Material shown:
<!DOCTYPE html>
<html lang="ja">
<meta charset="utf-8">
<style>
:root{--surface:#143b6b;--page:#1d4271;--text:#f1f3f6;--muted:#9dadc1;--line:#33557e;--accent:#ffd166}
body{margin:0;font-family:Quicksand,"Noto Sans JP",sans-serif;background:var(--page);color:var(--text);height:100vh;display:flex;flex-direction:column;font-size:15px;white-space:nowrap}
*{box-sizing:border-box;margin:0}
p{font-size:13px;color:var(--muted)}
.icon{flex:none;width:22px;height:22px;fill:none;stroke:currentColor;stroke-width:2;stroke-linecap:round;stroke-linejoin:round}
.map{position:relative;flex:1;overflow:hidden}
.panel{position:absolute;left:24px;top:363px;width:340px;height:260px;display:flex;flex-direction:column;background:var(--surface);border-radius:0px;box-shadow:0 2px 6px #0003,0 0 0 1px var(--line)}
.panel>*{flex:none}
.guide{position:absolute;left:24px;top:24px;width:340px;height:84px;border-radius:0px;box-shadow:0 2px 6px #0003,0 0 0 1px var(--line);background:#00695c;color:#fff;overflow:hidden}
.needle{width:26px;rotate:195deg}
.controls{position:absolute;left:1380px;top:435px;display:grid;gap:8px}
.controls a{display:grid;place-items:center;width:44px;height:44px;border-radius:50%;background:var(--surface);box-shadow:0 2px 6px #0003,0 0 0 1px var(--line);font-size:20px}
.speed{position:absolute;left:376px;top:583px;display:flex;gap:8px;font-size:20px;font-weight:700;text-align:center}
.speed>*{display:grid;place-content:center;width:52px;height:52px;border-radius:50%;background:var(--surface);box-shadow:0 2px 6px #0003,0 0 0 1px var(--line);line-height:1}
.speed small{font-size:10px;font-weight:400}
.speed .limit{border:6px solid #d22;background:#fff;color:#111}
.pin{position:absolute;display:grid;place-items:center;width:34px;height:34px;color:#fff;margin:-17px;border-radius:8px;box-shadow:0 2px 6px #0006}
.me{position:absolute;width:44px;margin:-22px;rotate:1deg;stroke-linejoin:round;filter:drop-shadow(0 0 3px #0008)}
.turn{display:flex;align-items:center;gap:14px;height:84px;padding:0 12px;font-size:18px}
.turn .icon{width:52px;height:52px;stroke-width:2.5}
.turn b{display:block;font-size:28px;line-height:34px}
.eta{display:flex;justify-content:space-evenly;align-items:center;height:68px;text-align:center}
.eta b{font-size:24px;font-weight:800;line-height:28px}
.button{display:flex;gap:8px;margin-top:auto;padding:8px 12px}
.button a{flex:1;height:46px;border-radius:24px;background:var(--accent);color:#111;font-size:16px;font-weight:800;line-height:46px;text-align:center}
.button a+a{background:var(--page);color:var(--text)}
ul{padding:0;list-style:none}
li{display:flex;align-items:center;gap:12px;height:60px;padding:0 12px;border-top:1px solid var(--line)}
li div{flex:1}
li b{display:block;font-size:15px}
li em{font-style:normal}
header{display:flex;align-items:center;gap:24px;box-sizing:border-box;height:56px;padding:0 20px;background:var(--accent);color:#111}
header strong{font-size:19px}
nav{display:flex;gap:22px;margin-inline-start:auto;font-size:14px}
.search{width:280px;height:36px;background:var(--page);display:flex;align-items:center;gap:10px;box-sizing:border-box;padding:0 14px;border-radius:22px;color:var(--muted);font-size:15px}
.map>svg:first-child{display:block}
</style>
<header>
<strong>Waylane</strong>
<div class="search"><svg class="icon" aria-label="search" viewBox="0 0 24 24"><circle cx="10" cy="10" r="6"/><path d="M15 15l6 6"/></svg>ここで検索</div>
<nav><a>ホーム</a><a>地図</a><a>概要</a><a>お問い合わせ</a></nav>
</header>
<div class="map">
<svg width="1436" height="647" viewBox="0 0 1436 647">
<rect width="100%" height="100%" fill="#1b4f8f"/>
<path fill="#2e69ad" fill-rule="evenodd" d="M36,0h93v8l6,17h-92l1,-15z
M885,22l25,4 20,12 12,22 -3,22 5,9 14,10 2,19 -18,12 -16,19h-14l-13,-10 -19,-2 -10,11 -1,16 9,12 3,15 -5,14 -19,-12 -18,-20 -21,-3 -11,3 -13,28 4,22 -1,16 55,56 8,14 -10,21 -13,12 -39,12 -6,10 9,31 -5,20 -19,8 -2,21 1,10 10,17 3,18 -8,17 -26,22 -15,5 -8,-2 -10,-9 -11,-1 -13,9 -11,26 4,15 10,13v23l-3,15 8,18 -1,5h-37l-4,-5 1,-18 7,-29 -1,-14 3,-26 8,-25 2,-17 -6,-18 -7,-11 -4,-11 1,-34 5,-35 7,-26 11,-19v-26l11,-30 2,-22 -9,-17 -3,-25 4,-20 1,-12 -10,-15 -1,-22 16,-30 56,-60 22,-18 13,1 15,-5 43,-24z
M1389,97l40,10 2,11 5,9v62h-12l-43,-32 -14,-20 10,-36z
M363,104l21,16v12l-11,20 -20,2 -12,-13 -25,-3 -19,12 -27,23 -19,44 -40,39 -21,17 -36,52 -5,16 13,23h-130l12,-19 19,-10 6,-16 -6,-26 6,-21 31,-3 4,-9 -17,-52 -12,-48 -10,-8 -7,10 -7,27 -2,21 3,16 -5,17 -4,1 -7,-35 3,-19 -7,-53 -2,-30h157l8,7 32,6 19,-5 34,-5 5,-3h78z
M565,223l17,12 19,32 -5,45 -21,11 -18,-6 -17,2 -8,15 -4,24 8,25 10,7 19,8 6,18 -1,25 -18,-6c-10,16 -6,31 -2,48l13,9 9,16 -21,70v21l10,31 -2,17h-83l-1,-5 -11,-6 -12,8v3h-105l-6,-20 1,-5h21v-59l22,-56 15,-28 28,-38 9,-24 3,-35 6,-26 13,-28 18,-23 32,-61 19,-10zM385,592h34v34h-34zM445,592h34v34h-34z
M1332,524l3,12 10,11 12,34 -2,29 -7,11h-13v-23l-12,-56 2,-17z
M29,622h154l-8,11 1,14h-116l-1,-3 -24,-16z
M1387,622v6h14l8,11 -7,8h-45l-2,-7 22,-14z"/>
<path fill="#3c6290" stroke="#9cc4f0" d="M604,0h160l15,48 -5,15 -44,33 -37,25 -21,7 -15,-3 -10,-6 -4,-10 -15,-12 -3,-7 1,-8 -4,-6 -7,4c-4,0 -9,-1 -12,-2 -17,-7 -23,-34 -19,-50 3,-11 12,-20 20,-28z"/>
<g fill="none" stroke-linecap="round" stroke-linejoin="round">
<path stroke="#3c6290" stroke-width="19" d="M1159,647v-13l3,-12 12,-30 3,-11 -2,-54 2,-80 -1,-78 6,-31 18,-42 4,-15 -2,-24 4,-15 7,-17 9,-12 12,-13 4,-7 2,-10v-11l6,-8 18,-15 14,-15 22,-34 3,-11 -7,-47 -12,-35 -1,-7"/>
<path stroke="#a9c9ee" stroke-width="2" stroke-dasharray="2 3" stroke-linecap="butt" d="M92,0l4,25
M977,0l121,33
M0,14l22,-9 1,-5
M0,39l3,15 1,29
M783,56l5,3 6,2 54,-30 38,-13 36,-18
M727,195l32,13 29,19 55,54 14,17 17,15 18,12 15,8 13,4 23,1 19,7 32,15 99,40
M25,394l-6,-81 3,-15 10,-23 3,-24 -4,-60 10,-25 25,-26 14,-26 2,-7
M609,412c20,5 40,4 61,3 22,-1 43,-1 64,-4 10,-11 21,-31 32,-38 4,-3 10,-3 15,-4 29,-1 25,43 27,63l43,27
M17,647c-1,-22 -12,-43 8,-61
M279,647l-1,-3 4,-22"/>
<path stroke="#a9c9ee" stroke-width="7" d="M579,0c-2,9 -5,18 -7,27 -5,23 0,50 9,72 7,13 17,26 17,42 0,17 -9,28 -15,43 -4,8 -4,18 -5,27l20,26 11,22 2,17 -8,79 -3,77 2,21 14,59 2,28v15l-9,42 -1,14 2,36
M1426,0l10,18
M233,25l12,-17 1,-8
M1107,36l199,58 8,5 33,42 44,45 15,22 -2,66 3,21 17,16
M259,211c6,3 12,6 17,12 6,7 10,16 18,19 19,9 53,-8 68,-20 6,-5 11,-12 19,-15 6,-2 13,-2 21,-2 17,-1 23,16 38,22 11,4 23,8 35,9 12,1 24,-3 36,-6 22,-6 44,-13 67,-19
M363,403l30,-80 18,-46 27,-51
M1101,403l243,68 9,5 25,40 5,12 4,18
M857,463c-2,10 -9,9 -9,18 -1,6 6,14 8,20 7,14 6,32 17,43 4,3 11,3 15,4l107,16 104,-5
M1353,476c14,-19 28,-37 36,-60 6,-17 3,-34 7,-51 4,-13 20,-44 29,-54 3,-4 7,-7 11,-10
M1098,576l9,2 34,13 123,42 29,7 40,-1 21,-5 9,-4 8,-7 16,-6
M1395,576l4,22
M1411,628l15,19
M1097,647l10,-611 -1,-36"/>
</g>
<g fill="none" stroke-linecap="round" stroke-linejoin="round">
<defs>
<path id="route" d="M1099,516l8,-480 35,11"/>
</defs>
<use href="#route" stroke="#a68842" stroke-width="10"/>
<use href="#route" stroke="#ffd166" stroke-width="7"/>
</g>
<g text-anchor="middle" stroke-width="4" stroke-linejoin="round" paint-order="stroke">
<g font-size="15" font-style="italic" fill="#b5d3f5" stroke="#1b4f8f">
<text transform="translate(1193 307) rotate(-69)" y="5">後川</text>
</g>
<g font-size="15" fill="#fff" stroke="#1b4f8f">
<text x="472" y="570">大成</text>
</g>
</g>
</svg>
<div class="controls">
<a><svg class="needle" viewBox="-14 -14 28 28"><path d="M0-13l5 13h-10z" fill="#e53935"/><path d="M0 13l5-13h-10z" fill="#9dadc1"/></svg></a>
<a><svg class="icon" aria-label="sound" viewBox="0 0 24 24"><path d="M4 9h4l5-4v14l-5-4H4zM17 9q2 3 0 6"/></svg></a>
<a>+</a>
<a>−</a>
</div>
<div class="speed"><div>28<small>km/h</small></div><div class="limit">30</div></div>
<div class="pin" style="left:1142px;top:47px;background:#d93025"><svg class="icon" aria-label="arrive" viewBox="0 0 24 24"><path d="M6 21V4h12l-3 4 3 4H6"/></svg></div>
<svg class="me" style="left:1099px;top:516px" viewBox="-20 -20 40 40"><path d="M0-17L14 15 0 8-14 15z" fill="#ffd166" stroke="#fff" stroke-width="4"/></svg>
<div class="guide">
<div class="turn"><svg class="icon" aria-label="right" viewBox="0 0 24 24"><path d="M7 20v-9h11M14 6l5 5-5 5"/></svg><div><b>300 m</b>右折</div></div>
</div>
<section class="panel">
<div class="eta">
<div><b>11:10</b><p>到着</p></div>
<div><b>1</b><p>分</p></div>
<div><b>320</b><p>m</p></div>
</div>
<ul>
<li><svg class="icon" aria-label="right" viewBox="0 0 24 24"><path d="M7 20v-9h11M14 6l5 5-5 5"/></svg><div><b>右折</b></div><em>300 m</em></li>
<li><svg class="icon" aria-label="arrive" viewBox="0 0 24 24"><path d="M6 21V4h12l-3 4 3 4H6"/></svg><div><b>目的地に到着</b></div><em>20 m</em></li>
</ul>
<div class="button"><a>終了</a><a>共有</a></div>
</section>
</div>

What the exercise asks:
A single number is expected: the count of lines in the preceding entries that contain "content".

Written reply:
2